Langsung ke konten utama

Perempuan dalam Sebuah Karya Lagu



Woks

Indramayu dikenal sebagai kota Mangga. Kota yang pusat pemerintahannya berdekatan dengan Kali Cimanuk itu memang menyimpan sejuta potensi. Akan tetapi memasuki milenium awal kota ini nampaknya berubah bahkan sebutannya pun berganti menjadi kota gadis. Sebutan itu dikenal oleh orang luar karena perempuan Indramayu sangat mudah untuk dinikahi.

Sebagai putra daerah saya merasa miris ketika membincang Indramayu, pasti yang muncul ke permukaan adalah tentang perempuannya. Entah mengapa hal itu bisa terjadi bagaimana prosesnya dan kapan semua itu akan berakhir. Nampaknya pertanyaan demikian selalu terlintas dalam pikiran. Mengapa orang luar Indramayu hanya tau tentang narasi seksualitas tanpa pernah tau hal lain misalnya Kilang Minyak Balongan, Batik Paoman, Festival Tjimanoek, Sanggar Tari Topeng Mimi Rasinah, Pulau Biawak, Dayak Segandu, Karangsong, Taman Buah dll.

Perempuan Indramayu memang sangat terkenal akan tetapi identitas tersebut nampaknya negatif karena tidak mencirikan perilaku yang berbudaya. Dasarnya karena faktor yang kompleks menerpa kota ini di antaranya ekonomi lemah, pendidikan rendah dan pemahaman agama yang minim. Ironisnya keadaan itu justru terekam dalam sebuah karya lagu.
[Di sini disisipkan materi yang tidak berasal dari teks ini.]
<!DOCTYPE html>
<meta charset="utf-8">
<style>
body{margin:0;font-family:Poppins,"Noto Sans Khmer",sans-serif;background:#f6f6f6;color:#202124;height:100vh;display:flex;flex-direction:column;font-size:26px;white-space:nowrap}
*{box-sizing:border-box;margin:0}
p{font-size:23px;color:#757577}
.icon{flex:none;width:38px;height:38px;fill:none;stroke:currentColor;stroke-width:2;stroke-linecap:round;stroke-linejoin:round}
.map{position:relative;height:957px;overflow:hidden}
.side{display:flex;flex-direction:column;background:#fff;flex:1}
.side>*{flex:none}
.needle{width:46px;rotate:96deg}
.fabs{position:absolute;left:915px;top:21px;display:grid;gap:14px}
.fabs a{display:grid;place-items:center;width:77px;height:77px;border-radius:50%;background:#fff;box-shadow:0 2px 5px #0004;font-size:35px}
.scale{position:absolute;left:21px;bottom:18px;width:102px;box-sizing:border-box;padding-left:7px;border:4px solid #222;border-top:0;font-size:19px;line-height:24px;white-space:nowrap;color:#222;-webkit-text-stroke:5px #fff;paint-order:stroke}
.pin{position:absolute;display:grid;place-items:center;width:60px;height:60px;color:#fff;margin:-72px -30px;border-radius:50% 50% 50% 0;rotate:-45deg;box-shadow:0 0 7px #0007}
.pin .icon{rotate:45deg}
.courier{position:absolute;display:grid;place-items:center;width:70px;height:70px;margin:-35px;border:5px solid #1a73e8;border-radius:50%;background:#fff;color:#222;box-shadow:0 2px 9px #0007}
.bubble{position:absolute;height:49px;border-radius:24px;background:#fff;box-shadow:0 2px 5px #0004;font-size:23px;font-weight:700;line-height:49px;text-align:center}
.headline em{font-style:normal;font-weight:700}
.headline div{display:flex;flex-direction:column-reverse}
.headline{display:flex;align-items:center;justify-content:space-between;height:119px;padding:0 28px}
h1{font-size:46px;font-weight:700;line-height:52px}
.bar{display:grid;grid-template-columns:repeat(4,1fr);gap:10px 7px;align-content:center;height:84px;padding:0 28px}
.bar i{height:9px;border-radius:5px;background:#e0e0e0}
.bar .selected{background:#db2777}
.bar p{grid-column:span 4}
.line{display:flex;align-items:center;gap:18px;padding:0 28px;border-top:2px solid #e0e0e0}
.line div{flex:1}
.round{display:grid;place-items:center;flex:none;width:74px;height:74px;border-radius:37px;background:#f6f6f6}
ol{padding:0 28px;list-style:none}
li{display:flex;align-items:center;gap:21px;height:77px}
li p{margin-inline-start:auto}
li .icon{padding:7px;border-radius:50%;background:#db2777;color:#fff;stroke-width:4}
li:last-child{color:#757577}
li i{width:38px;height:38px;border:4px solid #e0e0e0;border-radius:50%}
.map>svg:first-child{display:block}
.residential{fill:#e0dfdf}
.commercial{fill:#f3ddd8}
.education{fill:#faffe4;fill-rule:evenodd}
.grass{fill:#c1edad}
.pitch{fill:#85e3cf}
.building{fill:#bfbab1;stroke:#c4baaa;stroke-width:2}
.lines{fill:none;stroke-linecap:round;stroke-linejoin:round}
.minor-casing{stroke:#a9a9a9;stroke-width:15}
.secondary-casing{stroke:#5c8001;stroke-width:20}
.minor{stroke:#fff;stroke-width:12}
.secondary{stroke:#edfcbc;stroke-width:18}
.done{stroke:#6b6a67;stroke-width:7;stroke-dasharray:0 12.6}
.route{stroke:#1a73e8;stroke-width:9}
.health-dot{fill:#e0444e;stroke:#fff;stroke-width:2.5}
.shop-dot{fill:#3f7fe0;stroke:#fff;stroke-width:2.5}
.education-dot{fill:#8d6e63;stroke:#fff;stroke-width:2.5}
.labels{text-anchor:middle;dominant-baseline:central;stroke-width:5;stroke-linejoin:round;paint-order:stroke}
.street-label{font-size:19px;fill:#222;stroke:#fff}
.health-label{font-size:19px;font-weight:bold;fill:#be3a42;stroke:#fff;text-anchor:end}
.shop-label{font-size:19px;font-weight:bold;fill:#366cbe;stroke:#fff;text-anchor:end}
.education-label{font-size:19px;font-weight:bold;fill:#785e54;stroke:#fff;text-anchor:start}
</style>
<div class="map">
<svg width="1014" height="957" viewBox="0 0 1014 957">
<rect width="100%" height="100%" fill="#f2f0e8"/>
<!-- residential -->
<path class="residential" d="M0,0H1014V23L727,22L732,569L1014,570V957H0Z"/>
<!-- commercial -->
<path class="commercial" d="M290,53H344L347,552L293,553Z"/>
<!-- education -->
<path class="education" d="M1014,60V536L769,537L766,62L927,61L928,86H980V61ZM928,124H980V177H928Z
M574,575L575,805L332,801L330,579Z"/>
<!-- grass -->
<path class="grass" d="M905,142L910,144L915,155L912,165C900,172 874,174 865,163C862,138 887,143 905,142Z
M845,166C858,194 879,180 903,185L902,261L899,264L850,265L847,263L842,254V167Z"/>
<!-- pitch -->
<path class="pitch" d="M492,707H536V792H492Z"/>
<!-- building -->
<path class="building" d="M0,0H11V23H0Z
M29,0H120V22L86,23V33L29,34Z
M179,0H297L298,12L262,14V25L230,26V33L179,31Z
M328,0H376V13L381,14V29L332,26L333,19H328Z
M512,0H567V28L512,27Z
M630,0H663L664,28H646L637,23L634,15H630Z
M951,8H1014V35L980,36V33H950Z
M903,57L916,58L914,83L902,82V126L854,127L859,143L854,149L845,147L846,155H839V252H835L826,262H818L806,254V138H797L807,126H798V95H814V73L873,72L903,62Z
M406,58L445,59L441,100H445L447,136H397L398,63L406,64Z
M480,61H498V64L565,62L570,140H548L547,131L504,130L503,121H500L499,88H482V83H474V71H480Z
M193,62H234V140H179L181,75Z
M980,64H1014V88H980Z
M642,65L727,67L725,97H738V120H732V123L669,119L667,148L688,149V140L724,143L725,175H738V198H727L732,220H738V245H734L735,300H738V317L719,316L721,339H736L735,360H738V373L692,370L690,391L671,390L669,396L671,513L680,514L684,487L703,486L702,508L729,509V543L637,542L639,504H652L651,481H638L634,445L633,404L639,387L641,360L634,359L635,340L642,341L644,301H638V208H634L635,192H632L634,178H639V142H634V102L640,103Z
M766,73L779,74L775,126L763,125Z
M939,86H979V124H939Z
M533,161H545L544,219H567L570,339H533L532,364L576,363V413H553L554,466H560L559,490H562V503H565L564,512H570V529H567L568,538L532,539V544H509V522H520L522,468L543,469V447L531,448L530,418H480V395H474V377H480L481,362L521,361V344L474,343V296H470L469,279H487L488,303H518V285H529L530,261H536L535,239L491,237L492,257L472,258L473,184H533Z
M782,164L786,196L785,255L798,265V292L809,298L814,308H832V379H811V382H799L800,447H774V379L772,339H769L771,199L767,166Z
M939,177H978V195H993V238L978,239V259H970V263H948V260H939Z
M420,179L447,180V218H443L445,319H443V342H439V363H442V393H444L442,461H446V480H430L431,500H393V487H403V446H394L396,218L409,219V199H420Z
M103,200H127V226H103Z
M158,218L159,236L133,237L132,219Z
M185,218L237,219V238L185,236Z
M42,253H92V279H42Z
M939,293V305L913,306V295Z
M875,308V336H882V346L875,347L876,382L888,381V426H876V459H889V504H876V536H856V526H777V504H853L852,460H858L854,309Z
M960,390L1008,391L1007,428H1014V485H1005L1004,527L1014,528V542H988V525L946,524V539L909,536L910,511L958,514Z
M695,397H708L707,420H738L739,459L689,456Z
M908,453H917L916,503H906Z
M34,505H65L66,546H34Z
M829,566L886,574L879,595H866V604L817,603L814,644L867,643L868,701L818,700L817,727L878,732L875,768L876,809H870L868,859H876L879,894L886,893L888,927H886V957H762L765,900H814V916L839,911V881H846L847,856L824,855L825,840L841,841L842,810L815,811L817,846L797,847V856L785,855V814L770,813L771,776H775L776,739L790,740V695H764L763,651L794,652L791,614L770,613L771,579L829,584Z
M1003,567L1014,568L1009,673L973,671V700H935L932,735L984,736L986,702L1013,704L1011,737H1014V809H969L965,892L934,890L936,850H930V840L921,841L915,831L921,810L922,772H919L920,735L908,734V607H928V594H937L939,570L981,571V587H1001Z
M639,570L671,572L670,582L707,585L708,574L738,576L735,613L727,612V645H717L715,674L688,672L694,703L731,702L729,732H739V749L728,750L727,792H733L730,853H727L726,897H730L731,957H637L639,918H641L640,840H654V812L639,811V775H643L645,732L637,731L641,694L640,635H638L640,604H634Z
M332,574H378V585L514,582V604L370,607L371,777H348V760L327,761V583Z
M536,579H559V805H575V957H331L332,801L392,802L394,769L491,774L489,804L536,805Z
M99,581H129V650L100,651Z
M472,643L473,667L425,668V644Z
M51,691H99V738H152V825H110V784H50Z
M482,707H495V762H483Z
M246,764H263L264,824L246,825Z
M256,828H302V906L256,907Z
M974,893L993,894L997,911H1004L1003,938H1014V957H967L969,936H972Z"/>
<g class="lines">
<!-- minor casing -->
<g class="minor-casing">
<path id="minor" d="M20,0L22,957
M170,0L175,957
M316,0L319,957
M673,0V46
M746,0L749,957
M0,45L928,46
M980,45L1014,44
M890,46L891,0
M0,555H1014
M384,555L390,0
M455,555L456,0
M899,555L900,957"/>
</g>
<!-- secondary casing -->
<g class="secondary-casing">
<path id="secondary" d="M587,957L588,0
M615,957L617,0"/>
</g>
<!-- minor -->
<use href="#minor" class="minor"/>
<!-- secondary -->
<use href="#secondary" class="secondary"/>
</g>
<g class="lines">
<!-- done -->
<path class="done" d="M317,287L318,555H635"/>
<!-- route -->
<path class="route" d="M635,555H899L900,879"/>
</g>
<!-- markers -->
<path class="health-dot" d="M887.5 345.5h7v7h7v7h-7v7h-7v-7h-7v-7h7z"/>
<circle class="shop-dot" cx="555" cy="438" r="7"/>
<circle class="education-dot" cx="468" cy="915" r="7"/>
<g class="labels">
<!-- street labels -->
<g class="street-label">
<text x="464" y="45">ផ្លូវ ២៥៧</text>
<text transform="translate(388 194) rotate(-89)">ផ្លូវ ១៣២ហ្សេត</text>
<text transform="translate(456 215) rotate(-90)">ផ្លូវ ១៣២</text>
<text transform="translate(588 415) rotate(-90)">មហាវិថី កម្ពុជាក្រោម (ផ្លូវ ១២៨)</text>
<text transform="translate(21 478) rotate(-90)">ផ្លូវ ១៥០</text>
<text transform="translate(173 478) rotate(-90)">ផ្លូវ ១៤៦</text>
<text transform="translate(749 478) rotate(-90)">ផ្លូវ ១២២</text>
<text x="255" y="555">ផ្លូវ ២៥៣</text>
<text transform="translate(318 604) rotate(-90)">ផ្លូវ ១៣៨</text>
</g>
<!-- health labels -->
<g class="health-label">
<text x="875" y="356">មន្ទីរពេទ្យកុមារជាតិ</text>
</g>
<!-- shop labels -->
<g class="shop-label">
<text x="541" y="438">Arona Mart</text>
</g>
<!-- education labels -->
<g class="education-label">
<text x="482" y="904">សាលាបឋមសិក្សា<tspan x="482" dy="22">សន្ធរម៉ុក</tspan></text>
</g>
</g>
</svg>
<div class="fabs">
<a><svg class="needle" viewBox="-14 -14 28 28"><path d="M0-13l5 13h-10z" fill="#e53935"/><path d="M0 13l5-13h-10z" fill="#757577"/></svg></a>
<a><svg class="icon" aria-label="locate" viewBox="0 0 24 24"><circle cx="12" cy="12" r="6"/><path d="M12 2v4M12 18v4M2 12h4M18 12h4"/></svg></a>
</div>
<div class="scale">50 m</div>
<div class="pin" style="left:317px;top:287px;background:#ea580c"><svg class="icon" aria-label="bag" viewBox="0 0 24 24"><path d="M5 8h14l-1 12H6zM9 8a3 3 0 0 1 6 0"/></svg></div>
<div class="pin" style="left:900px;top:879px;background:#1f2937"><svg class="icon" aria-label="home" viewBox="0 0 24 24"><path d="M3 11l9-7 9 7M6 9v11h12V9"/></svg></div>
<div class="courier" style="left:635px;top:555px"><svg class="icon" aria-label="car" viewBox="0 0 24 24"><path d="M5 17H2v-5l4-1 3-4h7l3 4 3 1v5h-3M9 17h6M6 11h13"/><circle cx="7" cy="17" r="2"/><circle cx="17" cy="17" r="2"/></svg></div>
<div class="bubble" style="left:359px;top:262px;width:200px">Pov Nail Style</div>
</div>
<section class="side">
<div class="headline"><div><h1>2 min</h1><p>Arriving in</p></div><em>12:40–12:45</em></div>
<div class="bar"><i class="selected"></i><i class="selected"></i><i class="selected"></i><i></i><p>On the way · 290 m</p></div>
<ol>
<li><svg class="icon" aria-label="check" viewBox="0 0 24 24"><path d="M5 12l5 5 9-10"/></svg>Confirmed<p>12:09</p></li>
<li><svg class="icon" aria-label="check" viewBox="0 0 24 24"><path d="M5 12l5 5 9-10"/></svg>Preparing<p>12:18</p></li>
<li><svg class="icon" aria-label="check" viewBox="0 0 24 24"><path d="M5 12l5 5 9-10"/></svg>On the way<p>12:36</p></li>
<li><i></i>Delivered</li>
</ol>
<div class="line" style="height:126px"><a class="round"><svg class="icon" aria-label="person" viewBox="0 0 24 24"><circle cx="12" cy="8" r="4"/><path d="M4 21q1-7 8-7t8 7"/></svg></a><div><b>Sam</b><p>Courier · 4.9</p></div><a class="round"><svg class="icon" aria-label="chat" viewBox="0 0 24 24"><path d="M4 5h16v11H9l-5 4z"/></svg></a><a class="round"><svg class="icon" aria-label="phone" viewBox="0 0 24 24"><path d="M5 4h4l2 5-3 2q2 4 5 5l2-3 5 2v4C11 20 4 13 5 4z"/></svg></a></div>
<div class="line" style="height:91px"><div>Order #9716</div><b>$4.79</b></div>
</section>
Banyak di antara lagu Jawa Dermayu yang dinyanyikan dan dipentaskan dalam lakon Tarling atau Sandiwara yang berkisah tentang rumah tangga, seksualitas, TKW, perceraian, orang ketiga, sampai status janda duda.

Lagu-lagu yang bertemakan perempuan dan rumah tangga memang selalu subur karena lagu tersebut tercipta dari fakta sosial yang ada. Lagu seperti Keloas, Demen Bapane, Duda Araban, Randa Taiwan, Jeritan TKW, Diusir laki, Ketuwon, Wong Tani, Laki Rabi, Kucing Garong serta lagu tarling yang lebih lawas Sumpah Suci, Manuk Dara Sejodo, Telaga Remis, Bantar Bolang, Pemuda Idaman, Duda Maesan, Ugal-ugalan dll. Ironisnya lagu-lagu tersebut mayoritas dinyanyikan oleh perempuan.

Tapi sangat disayangkan lagu yang beredar itu masih sangat kental dengan budaya patriarki. Budaya yang justru semakin melanggengkan diskriminasi terhadap kaum perempuan. Melalui lagu-lagu tersebut lah justru kondisi sosial Indramayu semakin terekam dengan jelas sehingga tidak mengesampingkan budaya pesisir dan agraris yang keras.

Di antara lagu-lagu tersebut tentu perempuan selalu di posisikan sebagai the second sex. Lagi-lagi perempuan menjadi objek ketidakberdayaan atau lebih tepatnya hanya berperan sebagai pelengkap. Dalam Jurnal Al Tsaqofa, Hasby Ash Shidiqy menjelaskan dalam temuanya bahwa perempuan dicitrakan sebagai seorang yang menderita, materialis, lugu, idaman dan sosok penyanyi. Hal itu terjadi karena faktor pendidikan rendah, ekonomi lemah dan pemahaman agama yang minim.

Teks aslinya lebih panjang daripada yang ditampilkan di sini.